Sunday 21 July 2013

Supporting Active Fatherhood in Britain by Laura King


http://www.historyandpolicy.org/papers/policy-paper-132.html#top



Laura King's recent research on 'Active Fatherhood' in Britain is a refreshing paper to read, depicting a more balanced positive view on the male paternalistic representation, in a more positive light, as a caring and loving father. It is comforting to read that indeed majority of men, once married or in a serious long term relationship, are in fact very much keen, when the time comes, to fully enjoy and proudly assume fatherhood status. A cherished position even more appreciated once having babies becomes a more desired and wanted yearning, rather than a regrettable error in counting or an unfortunate moment lost under the spell! Many men indeed do take their responsibilities as fathers very seriously, and thank god for those! 


For the most, many are caring and loving husbands and good supportive partners to their spouse. The undisputed signs of a great father to be are to be found in his own behaviour and conduct towards his own family. This is where the reputation of a man precedes him. I can certainly attest to these qualities, tried and tested over years and decades, going through the bad and the ugly, as much as the good and the great! These personally found in my own loving dad, extended to my lovely husband, and thankfully passed on to our sweet son, soon to be a dad himself! Great no doubtJ

A man who cares about others, who has high integrity, is dedicated towards each member of his family, taking keen interests in the affairs of his own, where siblings and parents matter deeply. These are great signs of a person who does not only live to fulfil his own egocentric needs and selfish ways; rather a man who believes in the generous giving as much as, if not more, in the gratitude of taking. He is a precious man indeed. 

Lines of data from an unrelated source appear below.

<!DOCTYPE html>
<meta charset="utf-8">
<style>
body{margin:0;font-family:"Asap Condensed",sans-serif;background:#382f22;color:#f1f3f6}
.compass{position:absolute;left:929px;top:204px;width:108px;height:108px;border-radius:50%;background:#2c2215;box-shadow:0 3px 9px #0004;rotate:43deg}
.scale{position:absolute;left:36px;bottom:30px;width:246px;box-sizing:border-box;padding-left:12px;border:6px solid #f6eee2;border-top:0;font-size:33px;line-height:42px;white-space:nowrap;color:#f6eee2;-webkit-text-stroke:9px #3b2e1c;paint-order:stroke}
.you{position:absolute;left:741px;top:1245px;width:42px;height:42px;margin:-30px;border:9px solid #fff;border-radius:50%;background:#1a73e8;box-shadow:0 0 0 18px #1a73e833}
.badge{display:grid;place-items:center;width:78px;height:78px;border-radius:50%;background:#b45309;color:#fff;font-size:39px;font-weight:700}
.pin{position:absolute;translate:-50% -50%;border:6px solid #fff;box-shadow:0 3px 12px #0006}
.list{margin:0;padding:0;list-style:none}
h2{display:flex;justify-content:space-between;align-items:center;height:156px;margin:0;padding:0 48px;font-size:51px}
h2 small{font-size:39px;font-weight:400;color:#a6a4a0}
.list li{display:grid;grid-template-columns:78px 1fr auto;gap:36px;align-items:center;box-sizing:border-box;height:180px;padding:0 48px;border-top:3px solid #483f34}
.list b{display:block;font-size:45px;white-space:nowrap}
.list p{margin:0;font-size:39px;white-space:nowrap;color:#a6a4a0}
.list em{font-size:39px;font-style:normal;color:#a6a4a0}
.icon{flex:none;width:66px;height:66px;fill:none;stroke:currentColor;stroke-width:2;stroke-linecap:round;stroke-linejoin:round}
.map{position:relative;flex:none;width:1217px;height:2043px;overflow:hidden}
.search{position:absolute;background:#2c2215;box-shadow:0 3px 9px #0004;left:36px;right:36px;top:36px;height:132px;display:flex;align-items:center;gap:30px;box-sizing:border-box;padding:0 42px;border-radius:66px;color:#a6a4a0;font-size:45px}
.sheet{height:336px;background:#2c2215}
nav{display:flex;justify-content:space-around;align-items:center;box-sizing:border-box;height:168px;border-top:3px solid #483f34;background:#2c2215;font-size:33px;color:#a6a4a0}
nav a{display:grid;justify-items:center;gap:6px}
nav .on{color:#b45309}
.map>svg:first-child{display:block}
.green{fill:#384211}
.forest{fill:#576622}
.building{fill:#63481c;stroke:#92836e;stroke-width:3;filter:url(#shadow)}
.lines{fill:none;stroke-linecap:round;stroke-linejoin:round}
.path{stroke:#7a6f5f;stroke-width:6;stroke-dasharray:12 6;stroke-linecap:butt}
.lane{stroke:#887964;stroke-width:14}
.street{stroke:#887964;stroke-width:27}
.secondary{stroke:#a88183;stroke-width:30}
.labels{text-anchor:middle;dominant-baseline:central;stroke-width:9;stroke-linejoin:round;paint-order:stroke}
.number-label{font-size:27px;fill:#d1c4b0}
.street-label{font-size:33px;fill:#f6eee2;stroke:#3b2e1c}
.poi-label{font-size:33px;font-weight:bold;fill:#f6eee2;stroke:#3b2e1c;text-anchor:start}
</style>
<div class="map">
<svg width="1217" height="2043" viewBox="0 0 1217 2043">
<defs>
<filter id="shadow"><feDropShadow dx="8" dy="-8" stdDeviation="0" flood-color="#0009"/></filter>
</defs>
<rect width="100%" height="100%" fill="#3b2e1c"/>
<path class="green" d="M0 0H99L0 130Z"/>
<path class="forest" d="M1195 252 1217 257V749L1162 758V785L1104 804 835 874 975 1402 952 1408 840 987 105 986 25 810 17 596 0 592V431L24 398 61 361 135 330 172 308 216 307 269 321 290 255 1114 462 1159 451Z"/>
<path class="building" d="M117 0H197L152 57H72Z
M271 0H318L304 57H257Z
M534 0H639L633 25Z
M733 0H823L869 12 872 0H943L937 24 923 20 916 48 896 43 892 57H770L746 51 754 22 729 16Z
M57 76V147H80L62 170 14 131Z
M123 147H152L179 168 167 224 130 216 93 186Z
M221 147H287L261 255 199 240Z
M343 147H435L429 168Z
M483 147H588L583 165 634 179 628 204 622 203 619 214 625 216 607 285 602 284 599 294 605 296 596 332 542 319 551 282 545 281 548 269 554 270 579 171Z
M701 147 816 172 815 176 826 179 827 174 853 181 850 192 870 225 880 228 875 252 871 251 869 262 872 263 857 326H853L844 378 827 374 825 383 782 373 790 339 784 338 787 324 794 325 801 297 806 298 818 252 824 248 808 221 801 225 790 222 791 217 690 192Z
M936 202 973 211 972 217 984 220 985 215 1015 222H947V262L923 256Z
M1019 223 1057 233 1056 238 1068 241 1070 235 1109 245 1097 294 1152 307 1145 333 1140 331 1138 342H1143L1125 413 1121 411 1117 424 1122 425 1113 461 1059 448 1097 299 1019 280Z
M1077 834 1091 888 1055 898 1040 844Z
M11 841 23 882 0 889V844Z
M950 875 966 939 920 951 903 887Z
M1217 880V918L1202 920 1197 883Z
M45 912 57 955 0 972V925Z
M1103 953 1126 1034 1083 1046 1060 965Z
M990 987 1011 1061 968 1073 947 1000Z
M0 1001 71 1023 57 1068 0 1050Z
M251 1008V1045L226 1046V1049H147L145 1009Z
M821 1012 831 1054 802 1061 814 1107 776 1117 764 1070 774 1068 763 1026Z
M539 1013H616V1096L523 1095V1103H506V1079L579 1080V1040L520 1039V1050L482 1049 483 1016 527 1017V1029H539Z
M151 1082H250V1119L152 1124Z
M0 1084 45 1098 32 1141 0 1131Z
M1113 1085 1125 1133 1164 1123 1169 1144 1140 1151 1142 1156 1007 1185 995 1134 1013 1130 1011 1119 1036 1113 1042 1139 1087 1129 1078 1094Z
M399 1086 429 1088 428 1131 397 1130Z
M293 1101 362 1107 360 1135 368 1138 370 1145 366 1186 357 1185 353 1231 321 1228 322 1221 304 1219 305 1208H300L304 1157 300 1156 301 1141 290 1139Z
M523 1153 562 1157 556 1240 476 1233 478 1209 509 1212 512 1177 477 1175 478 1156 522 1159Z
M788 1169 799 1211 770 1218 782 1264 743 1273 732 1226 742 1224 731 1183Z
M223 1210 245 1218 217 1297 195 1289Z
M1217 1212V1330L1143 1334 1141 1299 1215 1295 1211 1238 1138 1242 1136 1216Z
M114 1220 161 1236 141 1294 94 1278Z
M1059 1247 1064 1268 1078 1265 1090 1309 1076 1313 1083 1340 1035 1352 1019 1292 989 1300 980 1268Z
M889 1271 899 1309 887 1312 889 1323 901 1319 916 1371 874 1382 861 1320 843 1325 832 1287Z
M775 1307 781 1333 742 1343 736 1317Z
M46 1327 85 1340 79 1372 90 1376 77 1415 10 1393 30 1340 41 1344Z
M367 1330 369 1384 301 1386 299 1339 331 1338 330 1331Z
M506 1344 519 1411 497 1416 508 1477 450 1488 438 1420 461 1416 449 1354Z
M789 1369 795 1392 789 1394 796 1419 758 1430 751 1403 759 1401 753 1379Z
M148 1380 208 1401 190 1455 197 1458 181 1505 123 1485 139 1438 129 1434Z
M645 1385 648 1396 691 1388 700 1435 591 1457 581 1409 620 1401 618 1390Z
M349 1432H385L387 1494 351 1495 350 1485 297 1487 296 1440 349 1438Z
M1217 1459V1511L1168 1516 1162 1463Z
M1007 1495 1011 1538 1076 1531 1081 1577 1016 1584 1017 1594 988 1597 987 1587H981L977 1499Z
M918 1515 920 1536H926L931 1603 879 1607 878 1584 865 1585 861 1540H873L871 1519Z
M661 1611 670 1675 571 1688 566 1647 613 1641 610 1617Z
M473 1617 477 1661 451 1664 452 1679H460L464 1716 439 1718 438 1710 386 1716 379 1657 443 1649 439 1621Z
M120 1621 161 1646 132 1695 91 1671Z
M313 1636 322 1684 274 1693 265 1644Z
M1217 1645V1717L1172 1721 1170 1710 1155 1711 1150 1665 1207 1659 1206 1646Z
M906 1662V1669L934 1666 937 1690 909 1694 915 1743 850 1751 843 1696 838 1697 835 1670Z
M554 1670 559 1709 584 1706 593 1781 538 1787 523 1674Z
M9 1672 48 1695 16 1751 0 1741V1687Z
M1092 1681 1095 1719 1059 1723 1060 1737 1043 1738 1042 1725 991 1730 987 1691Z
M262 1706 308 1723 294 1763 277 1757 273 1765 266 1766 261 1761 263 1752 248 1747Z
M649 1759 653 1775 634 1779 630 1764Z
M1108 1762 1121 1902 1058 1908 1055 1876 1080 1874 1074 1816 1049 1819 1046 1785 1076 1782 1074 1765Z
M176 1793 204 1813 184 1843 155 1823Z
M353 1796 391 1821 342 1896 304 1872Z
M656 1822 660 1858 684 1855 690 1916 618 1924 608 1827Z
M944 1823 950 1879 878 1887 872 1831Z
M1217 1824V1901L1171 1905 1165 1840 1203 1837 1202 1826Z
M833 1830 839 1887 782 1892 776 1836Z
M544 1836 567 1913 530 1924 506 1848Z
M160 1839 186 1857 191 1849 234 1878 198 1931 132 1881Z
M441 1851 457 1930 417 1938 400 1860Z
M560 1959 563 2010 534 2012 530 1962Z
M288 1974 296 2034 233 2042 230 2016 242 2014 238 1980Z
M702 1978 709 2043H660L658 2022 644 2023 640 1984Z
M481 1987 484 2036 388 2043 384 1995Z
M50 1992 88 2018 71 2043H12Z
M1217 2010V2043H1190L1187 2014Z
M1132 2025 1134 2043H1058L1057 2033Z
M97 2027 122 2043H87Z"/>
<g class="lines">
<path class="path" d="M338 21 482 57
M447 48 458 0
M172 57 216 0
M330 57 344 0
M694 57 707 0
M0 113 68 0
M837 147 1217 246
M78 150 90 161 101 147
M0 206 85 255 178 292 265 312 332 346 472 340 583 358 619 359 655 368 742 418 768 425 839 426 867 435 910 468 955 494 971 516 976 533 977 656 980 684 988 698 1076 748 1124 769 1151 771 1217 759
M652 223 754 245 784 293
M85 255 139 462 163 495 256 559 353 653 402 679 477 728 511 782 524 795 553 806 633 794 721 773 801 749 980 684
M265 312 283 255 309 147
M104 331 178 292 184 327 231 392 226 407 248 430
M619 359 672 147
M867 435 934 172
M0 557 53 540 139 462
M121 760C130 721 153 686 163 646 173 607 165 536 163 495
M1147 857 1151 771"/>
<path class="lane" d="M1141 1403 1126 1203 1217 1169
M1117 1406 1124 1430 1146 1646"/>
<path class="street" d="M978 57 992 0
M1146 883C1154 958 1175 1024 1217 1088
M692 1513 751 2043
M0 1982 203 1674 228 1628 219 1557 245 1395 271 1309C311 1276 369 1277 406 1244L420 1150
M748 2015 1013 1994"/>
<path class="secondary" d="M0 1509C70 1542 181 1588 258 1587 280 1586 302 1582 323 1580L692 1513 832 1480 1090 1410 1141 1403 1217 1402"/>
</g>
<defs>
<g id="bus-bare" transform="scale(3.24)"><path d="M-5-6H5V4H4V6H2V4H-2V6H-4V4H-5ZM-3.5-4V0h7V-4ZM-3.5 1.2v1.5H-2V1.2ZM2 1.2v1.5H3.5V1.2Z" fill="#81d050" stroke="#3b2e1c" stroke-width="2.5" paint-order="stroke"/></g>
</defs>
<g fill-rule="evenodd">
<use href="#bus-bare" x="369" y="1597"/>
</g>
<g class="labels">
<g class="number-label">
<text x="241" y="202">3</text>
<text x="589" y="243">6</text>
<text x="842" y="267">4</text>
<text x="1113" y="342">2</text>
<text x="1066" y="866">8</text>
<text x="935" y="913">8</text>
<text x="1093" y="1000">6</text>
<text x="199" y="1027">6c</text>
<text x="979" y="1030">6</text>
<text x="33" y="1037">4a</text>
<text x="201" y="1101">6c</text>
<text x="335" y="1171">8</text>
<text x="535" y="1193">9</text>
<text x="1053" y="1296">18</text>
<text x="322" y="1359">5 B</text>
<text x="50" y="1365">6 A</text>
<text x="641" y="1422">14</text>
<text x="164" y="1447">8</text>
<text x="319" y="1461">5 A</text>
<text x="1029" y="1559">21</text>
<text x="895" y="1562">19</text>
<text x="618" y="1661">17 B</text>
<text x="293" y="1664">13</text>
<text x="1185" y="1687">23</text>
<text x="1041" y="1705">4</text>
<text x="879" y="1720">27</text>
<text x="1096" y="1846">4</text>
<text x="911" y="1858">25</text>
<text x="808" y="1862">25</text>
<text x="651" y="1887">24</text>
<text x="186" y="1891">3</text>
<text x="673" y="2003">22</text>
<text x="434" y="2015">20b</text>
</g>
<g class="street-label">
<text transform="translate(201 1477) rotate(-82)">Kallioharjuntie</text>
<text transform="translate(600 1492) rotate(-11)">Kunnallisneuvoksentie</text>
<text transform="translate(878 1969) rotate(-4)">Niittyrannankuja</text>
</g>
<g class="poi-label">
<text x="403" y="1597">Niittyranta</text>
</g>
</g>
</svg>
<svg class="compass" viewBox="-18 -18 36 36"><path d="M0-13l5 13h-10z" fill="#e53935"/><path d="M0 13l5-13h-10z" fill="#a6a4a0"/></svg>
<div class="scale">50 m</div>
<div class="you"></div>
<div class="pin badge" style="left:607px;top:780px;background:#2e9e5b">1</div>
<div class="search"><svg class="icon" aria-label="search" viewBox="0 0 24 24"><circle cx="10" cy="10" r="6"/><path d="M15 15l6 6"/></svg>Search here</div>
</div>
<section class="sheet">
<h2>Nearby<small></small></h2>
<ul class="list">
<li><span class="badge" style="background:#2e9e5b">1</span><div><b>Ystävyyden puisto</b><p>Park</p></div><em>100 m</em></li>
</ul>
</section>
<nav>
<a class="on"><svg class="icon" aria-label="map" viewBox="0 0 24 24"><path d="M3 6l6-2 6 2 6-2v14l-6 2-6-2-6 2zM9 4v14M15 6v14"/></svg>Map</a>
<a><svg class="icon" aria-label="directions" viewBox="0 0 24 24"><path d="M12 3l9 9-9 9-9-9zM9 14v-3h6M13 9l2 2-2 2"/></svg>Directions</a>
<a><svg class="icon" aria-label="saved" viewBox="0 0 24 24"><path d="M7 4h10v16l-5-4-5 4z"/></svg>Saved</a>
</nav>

These are virtues to hold on to! Such a man not only is he a great son, a wonderful brother and loving husband; he is most of all a trusted friend. A reliable person with equal qualities, as well as the inevitable certain imperfect traits, making the man a true human being, the perfect make up for a great dad!

With all the ups and downs a man is capable of going through, a great dad is someone who is most of the time there for you, making the efforts and interests to be part of your life. After all, who is going to be your best teacher, your best judge, your best role model and your best friend, if not your dad... alongside your mum of course!

People come naturally in all shapes and forms and some might find my description of what makes a great dad perhaps, a wee bit unrealistic in our day and age. Though the road to hold the distinguished badge of parenthood in true fatherhood does seem from Laura King’s research paper, not so much a far fetched ideal! As it seems 'Fatherhood' is more likely to be, not so much 'the road less travelled', as the road under 'indefinite construction', being constantly reengineered as a whole town comes gradually sprouting to life! 


However, just like when looking at a nutritious source, what differentiate the good apple from the rotten one is in its core! The core has to be fresh, clear and clean. The heart has to pump at the rhythms of one's brain waves. The more pure and clear minded, the more all other feelings and emotions will filter through a transformational source, intelligent and bright, brilliant in every way. And I am not the only one to think this way about being Great:

“Not everybody can be famous but everybody can be great, because greatness is determined by service.” 
 Martin Luther King Jr

"Wherever you find a great man, you will find a great mother or a great wife standing behind him -- or so they used to say. It would be interesting to know how many great women have had great fathers and husbands behind them.” 
 Dorothy L. SayersGaudy Night

“Nothing great will ever be achieved without great men, and men are great only if they are determined to be so.” 
 Charles de Gaulle

“The past is to be respected and acknowledged, but not worshipped; it is our future in which we will find our greatness.” 
 Pierre Trudeau

And 'our future' lies in our actions of today, the legacy we leave behind and the ways we raise our children!

Hence the extended love and affection with its exponential effects transferred to one's own little babies, comes the need to protect and safeguard the life journey of our own flesh and blood from infancy, through childhood, into teens, and soon adulthood. The life of your child is forever bound to yours in numerous magical ways! The umbilical cord may be cut at birth, but the tie of parenthood can never be severed... unless we blow a hole in it where the bond of fatherhood (or motherhood) is left bruised, deserted and poorly disconnected. 


A sad truth for many, who in the majority, go through life wanting yet never reaching an unfulfilled dream, trapped in a childhood loss, still waiting to be picked up and be lovingly protected.